Но, возвращаясь к вашему предыдущему вопросу, хочу еще раз подчеркнуть, что говорю о необходимости сохранения уникальных, знаковых сооружений. Что же касается массовой жилой застройки, которая покрыла собой огромное количество территорий, то лежащие в ее основе архитектурно-планировочные принципы, конечно, сохраняться и тем более воспроизводиться не должны. Извлекая уроки из прошлого, особенно в том, что касается плотности и высотности застройки, мы должны развиваться в сторону более гуманных, сомасштабных человеку форм.

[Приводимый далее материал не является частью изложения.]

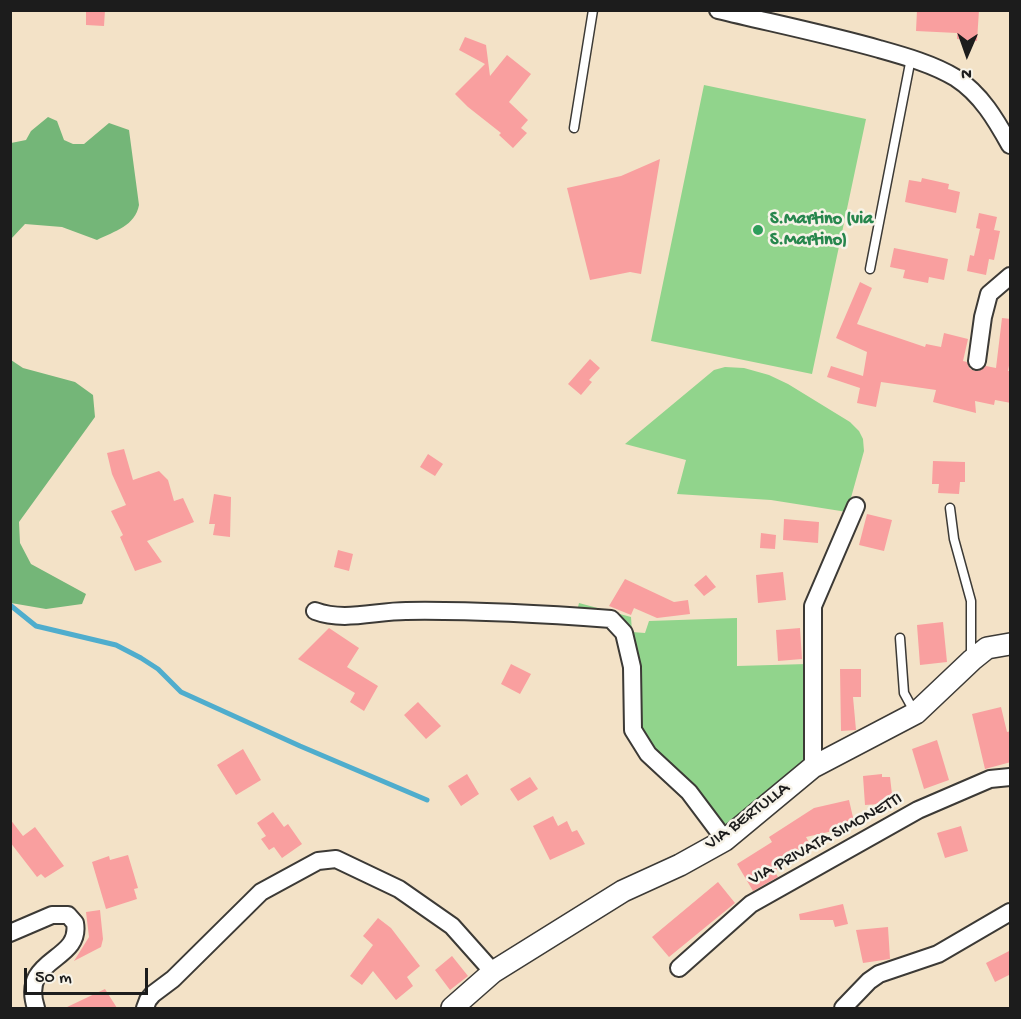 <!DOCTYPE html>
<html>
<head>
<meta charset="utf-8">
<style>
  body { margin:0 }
  #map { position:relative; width:1021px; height:1019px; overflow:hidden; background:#f3e2c7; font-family:"Gochi Hand",sans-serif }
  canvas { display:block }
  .frame { position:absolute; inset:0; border:12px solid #1c1c1c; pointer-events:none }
  .north { position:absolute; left:937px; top:24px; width:60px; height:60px; -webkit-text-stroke:4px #f7f3e8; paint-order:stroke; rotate:182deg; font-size:16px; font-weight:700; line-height:24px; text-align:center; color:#1c1c1c }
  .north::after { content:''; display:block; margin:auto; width:21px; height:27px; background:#1c1c1c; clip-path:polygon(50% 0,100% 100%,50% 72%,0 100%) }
  .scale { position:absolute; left:24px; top:968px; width:124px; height:27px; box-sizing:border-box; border:3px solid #1c1c1c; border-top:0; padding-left:8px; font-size:18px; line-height:21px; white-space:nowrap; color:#1c1c1c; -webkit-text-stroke:4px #f7f3e8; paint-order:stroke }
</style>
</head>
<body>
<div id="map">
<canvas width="1021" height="1019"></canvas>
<div class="frame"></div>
<div class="north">N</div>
<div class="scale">50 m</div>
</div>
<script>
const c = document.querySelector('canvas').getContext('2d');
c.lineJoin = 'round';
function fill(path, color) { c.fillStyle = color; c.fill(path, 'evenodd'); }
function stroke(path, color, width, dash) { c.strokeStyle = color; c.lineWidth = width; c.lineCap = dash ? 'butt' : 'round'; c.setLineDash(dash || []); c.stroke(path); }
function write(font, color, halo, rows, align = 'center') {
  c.font = font + ' "Gochi Hand",sans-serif'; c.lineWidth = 5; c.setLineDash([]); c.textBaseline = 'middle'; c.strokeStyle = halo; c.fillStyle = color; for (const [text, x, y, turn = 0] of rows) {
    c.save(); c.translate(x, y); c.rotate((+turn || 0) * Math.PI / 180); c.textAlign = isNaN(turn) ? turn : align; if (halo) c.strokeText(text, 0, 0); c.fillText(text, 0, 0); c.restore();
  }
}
fill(new Path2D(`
  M704,85L866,119L812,374L651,341Z
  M725,367L744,368L769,375L788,384L850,422L859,431L863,439L864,451L847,512L771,500L677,494L686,460L625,444L714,370Z
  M579,603L631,617L632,632L645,633L649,621L737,618V666L807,664L805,754L802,762L730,822L725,824L719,823L639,734L624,629L577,611Z`), '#91d48c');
fill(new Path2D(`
  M48,117L57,121L64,140L73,144H84L109,123L129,130L139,205C135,226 115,231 97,240L62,227L25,224L11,239V143L26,140L31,131Z
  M11,360L23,368L75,382L93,395L95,417L19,522L20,543L31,564L86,594L82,604L46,609L11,603Z`), '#74b678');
stroke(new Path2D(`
  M10,605L36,626L116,645L141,658L158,669L181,692L300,746L427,800`), '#4fadcd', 5);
fill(new Path2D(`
  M86,10H105L104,26L86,25Z
  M917,10H979L977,41L957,39V33L916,31Z
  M465,37L486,45L490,76L507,55L531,74L509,102L528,120L521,128L527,133L513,148L499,135L501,133L468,107L455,94L485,64L459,50Z
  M660,159L641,274L630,272L590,280L567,188L621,176Z
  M922,178L949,184L948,189L960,192L956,213L905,202L909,180L921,182Z
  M979,213L997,217L994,230L1000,231L994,260L989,259L986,275L967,271L970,255L974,256L980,229L976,228Z
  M894,248L948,259L944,280L929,277L928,283L903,278L905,270L890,267Z
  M860,282L872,288L857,324L925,347L926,344L941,347L944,333L968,339L963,361L967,362L970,369L975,371L981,370L986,366L996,368L1002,318L1011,319V355L1008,371H1011V403L995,400L994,405L975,401L976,413L933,402L936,390L881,382L876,407L857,403L860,388L827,377L831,366L863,376L867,352L836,338Z
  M590,359L600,368L589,380L592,382L581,395L568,384Z
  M124,449L133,480L159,471L168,480L174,501L183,498L194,522L147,541L162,562L135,571L120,537L123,535L111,511L126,505L112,474L107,453Z
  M428,454L443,464L435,476L420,467Z
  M933,461L965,462V482H960L959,494L938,493L939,484H932Z
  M214,494L231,497L230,537L213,535L215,524H209Z
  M867,514L892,520L884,551L859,545Z
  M784,519L819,522L818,543L783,540Z
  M761,533L776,535L775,549L760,548Z
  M338,550L353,554L349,571L334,567Z
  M783,572L786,600L758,603L756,575Z
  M706,575L716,587L704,596L694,585Z
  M625,579L674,602L688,600L690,614L657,618L634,608L631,615L609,606Z
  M943,622L947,662L920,665L917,625Z
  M329,628L359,648L347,667L378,686L364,711L350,702L355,693L298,659Z
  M800,628L802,659L778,661L776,630Z
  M511,664L531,674L520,694L501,684Z
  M840,669H861V697H853L856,730L841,731Z
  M418,702L441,726L426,739L404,715Z
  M1001,707L1007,732L1011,731V762L985,769L972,714Z
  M937,740L949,780L924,789L912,749Z
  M243,749L261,780L236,795L217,765Z
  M467,774L479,794L461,806L448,786Z
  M882,774V777H890L893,803L865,805L863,776Z
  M530,777L538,789L518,801L510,789Z
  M849,800L855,826L806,837L812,848L774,871L778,877L753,891L737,864L772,842L769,837L814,808Z
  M273,812L284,827L288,824L302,844L282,858L274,847L269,850L261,839L266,836L257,823Z
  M553,816L558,826L567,821L572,832L577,830L585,844L550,860L533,826Z
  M10,819L23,836L35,827L64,866L45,878L41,874L37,877L10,842Z
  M961,826L968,851L945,858L937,833Z
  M128,855L138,888L134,889L137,899L106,909L92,862L109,856L110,860Z
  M718,882L735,903L669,957L652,937Z
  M843,904L848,924L835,927L833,920H800L799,914Z
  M100,910L103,939L101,947L74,961L89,937L86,912Z
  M378,918L391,928L420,966L407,977L413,986L396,1000L373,971L362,985L350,976L373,945L363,936Z
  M888,927L890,959L863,963L856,930Z
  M1011,950V974L995,982L986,963Z
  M452,956L468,976L450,990L435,970Z
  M105,989L117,1008H65Z`), '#f99f9f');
const service = new Path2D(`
  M574,128L593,10
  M870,269L911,58
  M950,508L954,539L971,601V656
  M900,638L904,693L915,713`);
const minor = new Path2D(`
  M718,10C772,23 826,34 879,49C904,56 933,64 956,78C981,94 996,120 1010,145
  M977,361L983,317L989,294L1010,276
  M315,611C344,622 376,611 406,611C474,610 543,614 611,619L624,633L632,667L633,730L648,754L689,792L725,840
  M813,767V606L856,506
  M10,933L52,915H68L75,923C82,962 19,957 36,1008
  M679,968L751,904L918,810L990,779L1010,777
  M145,1008L148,1000L153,994L173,979L261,892L318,861L336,859L399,889L452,926L493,972
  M843,1008L869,981L879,974L938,954L1010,912`);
const tertiary = new Path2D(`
  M452,1008L493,972L623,891L680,865L725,840L813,767L916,713L972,660L987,648L1010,644`);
stroke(service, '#3c3a36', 11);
stroke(minor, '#3c3a36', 20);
stroke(tertiary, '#3c3a36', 24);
stroke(service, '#fff', 8);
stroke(minor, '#fff', 16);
stroke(tertiary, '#fff', 21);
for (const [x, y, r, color] of [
  [758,230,6,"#2e9e5b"]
]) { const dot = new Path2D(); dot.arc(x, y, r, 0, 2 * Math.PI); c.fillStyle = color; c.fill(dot); stroke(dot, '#f7f3e8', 2); }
write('bold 18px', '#27864d', '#f7f3e8', [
  ["S.Martino (via",770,220],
  ["S.Martino)",770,241]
], 'left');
write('18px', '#1c1c1c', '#f7f3e8', [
  ["VIA BERTULLA",748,817,-37],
  ["VIA PRIVATA SIMONETTI",826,840,-29]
]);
</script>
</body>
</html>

«Сегодня представители многих профессий, в том числе архитекторы, могут работать в самых разных странах мира, и это дает много новых возможностей для самореализации» / Фото: Игорь Дубских

«ОСНОВУ ЖИЛОЙ ЗАСТРОЙКИ ЛЮБОГО РАЙОНА ДОЛЖНЫ СОСТАВЛЯТЬ ПЯТИ-ШЕСТИЭТАЖНЫЕ ДОМА»

— То есть невысоких?

— Да. Основу жилой застройки любого района должны составлять пяти-шестиэтажные дома. И, например, мастер-план развития территории Адмиралтейской слободы Казани мы разработали именно в соответствии с этим принципом. Не менее 70 процентов застройки этой территории задуманы не выше пяти-шести этажей, и лишь отдельные акценты получат более высокую этажность.

— К Адмиралтейской слободе мы вернемся чуть позже. Но раз вы затронули тему массированной жилой застройки, я не могу вас не спросить про московскую тему реновации, снос пятиэтажек. Вы рассуждаете про сомасштабную человеку застройку. Чем же пятиэтажки не сомасштабны?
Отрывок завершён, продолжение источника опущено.